Kenalkan, namaku Joanne. Biasa dipanggil Joan. Aku ini sudah kelas 3 SMA di sebuah SMA swasta di kota kelahiranku. Keseharianku hanya sekolah dan les, selebihnya mengerjakan PR lalu bermain game memasak offline sebelum tidur. Kamarku juga penuh buku-buku kumpulan puisi dan asal kalian tahu, aku yang tak suka bergaul ini pernah meraih juara 1 dalam lomba baca puisi di sekolahku.
Saat meraih juara 1 baca puisi, waktu itu aku masih kelas 1 SMA dan entah kenapa aku begitu tertarik dengan brosur yang menempel di mading depan ruang OSIS. Selain itu masih ada hal lain yang kuingat terkait juara 1 baca puisiku. Cleo. Ya.. Cleo. Beliau merupakan ketua OSIS kala itu. Pembawaannya beraroma kutu buku dan sangat rapi. Tak kutemukan kusut diseragam sekolahnya. Lantas ia pernah berceloteh kira-kira demikian.
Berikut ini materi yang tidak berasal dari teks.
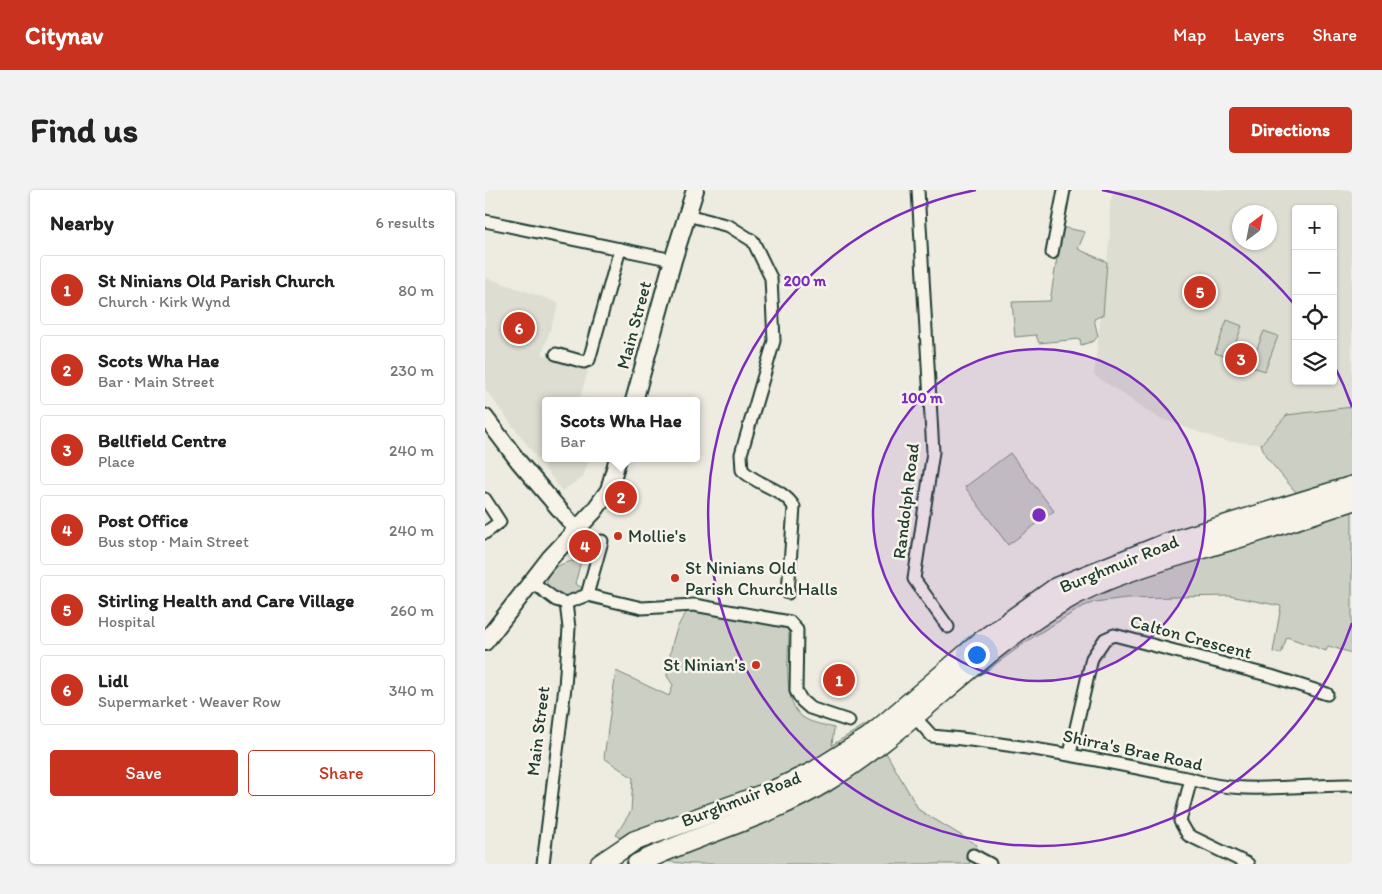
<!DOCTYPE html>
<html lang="en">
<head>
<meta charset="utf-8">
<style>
	body { margin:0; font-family:Itim,sans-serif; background:#f2f2f2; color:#222 }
	.controls { position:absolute; right:15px; top:15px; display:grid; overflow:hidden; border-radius:5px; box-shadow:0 1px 4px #0004 }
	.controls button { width:45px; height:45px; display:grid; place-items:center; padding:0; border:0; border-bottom:1px solid #e0e0e0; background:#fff; color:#222; font:25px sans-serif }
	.compass { position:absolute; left:747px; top:15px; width:45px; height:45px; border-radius:50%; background:#fff; box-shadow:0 1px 4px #0004; rotate:32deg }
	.you { position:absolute; left:491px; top:464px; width:18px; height:18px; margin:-12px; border:4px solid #fff; border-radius:50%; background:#1a73e8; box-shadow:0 0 0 8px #1a73e833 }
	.badge { display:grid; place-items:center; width:32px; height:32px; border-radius:50%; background:#c8321e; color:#fff; font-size:16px; font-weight:700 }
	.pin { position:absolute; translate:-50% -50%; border:2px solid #fff; box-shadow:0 1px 5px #0006 }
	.popup { position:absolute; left:57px; top:207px; width:158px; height:65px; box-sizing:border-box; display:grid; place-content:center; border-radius:5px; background:#fff; filter:drop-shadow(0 1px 4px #0005); font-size:16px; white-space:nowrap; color:#767676 }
	.popup b { font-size:19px; color:#222 }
	.popup::after { content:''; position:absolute; left:50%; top:100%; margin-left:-10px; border:10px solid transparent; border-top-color:#fff }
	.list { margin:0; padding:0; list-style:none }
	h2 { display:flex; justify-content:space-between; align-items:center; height:65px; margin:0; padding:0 20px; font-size:21px }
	h2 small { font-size:16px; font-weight:400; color:#767676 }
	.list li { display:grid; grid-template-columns:32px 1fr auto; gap:15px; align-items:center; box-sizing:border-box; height:70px; margin:0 10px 10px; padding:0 10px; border:1px solid #e0e0e0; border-radius:5px }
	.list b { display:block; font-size:19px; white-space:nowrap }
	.list p { margin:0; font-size:16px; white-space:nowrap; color:#767676 }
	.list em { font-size:16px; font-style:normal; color:#767676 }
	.actions { display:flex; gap:10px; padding:15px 20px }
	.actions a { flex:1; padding:11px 0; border:1px solid #c8321e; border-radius:5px; text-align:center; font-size:18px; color:#c8321e }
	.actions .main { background:#c8321e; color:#fff }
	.icon { flex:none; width:28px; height:28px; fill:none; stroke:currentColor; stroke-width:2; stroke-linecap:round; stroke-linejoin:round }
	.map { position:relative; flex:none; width:867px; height:674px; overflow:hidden; border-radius:5px }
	header { display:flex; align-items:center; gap:30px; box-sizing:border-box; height:70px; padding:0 25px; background:#c8321e; color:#fff }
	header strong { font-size:24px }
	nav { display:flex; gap:28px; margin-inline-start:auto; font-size:18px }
	.intro { display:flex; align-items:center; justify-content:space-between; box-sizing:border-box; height:120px; padding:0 30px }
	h1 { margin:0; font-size:35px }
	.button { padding:12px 22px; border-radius:5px; background:#c8321e; color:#fff; font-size:18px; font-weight:700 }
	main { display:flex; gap:30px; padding:0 30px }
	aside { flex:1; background:#fff; border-radius:5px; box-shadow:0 1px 4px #0004 }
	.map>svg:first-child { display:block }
	.built { fill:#ddddd2; fill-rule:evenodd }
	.green { fill:#cccfc4; stroke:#76867c }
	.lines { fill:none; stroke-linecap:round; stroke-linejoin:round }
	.minor-casing { stroke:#1f3d34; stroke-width:15 }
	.tertiary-casing { stroke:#1f3d34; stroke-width:19 }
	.secondary-casing { stroke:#1f3d34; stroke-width:20 }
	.primary-casing { stroke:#1f3d34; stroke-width:22 }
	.minor { stroke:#f7f3e8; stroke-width:11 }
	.tertiary { stroke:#f7f3e8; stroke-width:15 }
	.secondary { stroke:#f7f3e8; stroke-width:16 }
	.primary { stroke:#f7f3e8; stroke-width:19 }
	.ring { fill:none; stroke:#7b2cbf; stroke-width:2.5 }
	.poi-dot { fill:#c8321e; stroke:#f7f3e8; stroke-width:2 }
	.labels { text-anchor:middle; stroke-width:5; stroke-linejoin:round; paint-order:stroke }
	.street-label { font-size:18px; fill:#1f3d34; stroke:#f7f3e8 }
	.poi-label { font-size:18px; fill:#1f3d34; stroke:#f7f3e8; text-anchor:start }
	.centre { fill:#7b2cbf; stroke:#f7f3e8; stroke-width:2.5 }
	.ring-label { font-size:15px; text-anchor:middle; font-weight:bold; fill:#7b2cbf; stroke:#f7f3e8; stroke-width:5; stroke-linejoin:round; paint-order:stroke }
</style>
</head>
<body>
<header>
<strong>Citynav</strong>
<nav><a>Map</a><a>Layers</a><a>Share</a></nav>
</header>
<div class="intro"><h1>Find us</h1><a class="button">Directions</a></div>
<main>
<aside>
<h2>Nearby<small>6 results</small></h2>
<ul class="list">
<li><span class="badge">1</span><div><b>St Ninians Old Parish Church</b><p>Church · Kirk Wynd</p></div><em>80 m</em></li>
<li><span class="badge">2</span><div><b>Scots Wha Hae</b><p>Bar · Main Street</p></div><em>230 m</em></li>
<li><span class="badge">3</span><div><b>Bellfield Centre</b><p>Place</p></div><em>240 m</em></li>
<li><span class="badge">4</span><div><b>Post Office</b><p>Bus stop · Main Street</p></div><em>240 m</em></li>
<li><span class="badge">5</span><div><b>Stirling Health and Care Village</b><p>Hospital</p></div><em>260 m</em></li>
<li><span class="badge">6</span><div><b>Lidl</b><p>Supermarket · Weaver Row</p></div><em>340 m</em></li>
</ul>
<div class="actions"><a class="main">Save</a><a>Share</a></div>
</aside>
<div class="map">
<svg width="867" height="674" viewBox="0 0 867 674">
	<rect width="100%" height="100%" fill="#eeece1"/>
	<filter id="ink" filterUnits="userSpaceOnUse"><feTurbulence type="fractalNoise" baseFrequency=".02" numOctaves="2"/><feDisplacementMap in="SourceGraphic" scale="10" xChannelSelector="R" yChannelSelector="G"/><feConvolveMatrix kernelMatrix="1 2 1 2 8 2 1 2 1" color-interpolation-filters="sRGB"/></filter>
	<g filter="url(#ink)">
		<!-- built -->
		<g class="built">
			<path d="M629,0H867V217L802,225L776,254L739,251L674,228L609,185L625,45V13ZM811,19H848V191H811ZM754,22H784V52H754Z"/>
			<path d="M0,87L74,113L57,164L103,181L94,211H61V268L104,269L98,287L77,301L0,199Z"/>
		</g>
		<!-- green -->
		<g class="green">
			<path d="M577,37L600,42L593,59L622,72L618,125L609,129L613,146L609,151L596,155L595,149L554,153L551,145L530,147L527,112L565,111Z"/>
			<path d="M742,130L757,136L745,168L730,163Z"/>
			<path d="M779,141L793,146L780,181L765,176Z"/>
			<path d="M867,217V463L843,456L841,461L802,447L796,464L788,462L796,416L744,406L641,408L610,412L599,416L551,445L494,486L541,443L605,404L833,328L781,267L776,254L802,225Z"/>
			<path d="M525,263L569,321L523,355L480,297Z"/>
			<path d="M87,371H96L90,394L98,398L94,402L77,409L62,396C60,379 73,375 87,371Z"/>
			<path d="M212,420L301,438L304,441C304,465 296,513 319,528C326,533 340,535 349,538L347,555L388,530L400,561L434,620L492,655L484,674H205L168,670L131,645L146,621L148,588L119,568L131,481L184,506L188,495L182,486C185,464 188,437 203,421Z"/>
		</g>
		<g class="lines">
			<!-- minor casing -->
			<g class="minor-casing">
				<g id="minor">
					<path d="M433,0L448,262L429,389L463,437"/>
					<path d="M202,25L244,36L268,51L286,88L289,151L256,264L257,280C273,296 298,298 309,317L303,403"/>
					<path d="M0,31L188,70"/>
					<path d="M567,63L579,0"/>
					<path d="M71,164L99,172L104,170L135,59"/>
					<path d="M0,309L15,332L0,343"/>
					<path d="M47,392L71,410L81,413L102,405L157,418L209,415L305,432L312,440L311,501L317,511L325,518L364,531"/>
					<path d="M102,405L117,351"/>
					<path d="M426,523L447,546C535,554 620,571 706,589C756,606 815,594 867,595"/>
					<path d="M585,564L607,468L620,449L629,445L786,486L842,504"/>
					<path d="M706,589L695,631L703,645L763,674"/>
					<path d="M488,665L505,674"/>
					<path d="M58,674L80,497L84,438L81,413"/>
				</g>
			</g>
			<!-- tertiary casing -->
			<g class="tertiary-casing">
				<path id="tertiary" d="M0,227L34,272L92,340"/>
			</g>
			<!-- secondary casing -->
			<g class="secondary-casing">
				<g id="secondary">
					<path d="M149,211L188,70L210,0"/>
					<path d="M0,452L65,368L109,321L124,300L133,268"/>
				</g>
			</g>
			<!-- primary casing -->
			<g class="primary-casing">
				<g id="primary">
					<path d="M115,674L149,651L287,601L328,582L384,547L495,452L572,397L682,353L867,296"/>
					<path d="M152,674C212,644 280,629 339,593C425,541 492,462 579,411C626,383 694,366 747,350C787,338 827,324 867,311"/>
				</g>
			</g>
			<!-- minor -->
			<use href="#minor" class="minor"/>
			<!-- tertiary -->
			<use href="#tertiary" class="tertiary"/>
			<!-- secondary -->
			<use href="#secondary" class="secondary"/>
			<!-- primary -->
			<use href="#primary" class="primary"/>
		</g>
	</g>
	<!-- distance rings -->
	<circle cx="554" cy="325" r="166" fill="#7b2cbf" fill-opacity=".12"/>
	<g class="ring">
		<circle cx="554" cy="325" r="166"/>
		<path d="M867 433A331 331 0 1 1 491 0M617 0A331 331 0 0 1 809 114M849 175A331 331 0 0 1 867 217"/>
	</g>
	<!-- markers -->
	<g class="poi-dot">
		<circle cx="133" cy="346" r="5"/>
		<circle cx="190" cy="388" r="5"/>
		<circle cx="271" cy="475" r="5"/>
	</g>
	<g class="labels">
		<!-- street labels -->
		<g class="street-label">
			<text transform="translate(149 135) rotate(-75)" y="6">Main Street</text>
			<text transform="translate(421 311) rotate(-83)" y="6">Randolph Road</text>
			<text transform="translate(634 374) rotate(-22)" y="6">Burghmuir Road</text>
			<text transform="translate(706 447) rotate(15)" y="6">Calton Crescent</text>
			<text transform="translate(53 541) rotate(-83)" y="6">Main Street</text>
			<text transform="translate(648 560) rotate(12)" y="6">Shirra's Brae Road</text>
			<text transform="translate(256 609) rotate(-21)" y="6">Burghmuir Road</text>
		</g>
		<!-- poi labels -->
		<g class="poi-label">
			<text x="143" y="352">Mollie's</text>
			<text x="200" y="384">St Ninians Old<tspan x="200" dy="21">Parish Church Halls</tspan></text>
			<text x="261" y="481" text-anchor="end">St Ninian's</text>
		</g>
	</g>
	<circle cx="554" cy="325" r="8" class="centre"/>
	<g class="ring-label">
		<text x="320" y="96">200 m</text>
		<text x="437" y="213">100 m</text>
	</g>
</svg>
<div class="controls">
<button>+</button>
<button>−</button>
<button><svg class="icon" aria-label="locate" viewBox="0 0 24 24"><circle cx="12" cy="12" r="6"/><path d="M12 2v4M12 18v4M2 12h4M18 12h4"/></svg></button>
<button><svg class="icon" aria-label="layers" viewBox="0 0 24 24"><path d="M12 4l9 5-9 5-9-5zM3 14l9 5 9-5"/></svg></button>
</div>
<svg class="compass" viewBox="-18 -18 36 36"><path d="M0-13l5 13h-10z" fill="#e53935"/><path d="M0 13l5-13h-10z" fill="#767676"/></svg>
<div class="you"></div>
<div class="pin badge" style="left:354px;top:490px">1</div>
<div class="pin badge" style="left:136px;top:307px">2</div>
<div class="popup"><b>Scots Wha Hae</b>Bar</div>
<div class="pin badge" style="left:756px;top:169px">3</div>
<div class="pin badge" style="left:100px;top:356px">4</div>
<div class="pin badge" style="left:715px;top:102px">5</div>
<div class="pin badge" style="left:34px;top:138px">6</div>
</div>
</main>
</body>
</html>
“Hai, kenalkan namaku Cleo. Ikut lomba ya Joanne.. Aku tunggu pendaftaran kamu dikontak yang tersedia,” cetusnya sambil membaca papan nama diseragamku.
Seketika rasanya senang, seketika lagi biasa aja karna aku emang udah tertarik duluan dengan brosur baca puisi tersebut. Lantas aku menaikkan bahu lalu berlalu meninggalkan ketua OSIS yang rapi itu. Dengan cepat kulangkahkan gerakan kakiku menuju gerbang keluar karena pada saat itu sudah jam pulang sekolah.
Sesampainya di rumah, aku mendapati pesan masuk dari nomor yang tak dikenal. Ternyata nomornya sama dengan contact person dalam brosur. Akhirnya pesan tersebut kuputuskan untuk tidak membalasnya. Karena tugas matematika waktu itu sangat banyak. Bahkan hampir membuat pembuluh darahku pecah. Ah, aku ini. Suka lebay!
Keesokan paginya kudapati Cleo yang sudah nangkring di pintu OSIS.
“Anak ini masih pagi sudah nangkring di kantor OSIS, haduh,” pikirku.
Kebetulan untuk menuju kelasku, aku harus melewati kantor OSIS dulu. Si Cleo yang berdiri tidak kutahu sedang menunggu siapa, malah memberikan senyum manis ketika aku lewat. Aku menarik nafas saja dan menunduk. Kulakukan demikian supaya kelihatan menghormati kakak kelas. Lagi-lagi, dasar aku ini.
Akhirnya sampai di kelas, aku mulai memikirkannya. Kalau dipikir-pikir, ketua OSIS kami yang dulu tampan juga, murah senyum pula. Kudengar-dengar dari gosip cewek-cewek di kelasku, Cleo belum punya pacar bahkan sejak ia lahir. Tapi aku lantas membenturkan lamunanku terhadap Cleo dengan memukul keningku. Buat apa memikirkannya, bagiku nilai matematika yang bagus adalah puncak kebahagiaan dalam hidup.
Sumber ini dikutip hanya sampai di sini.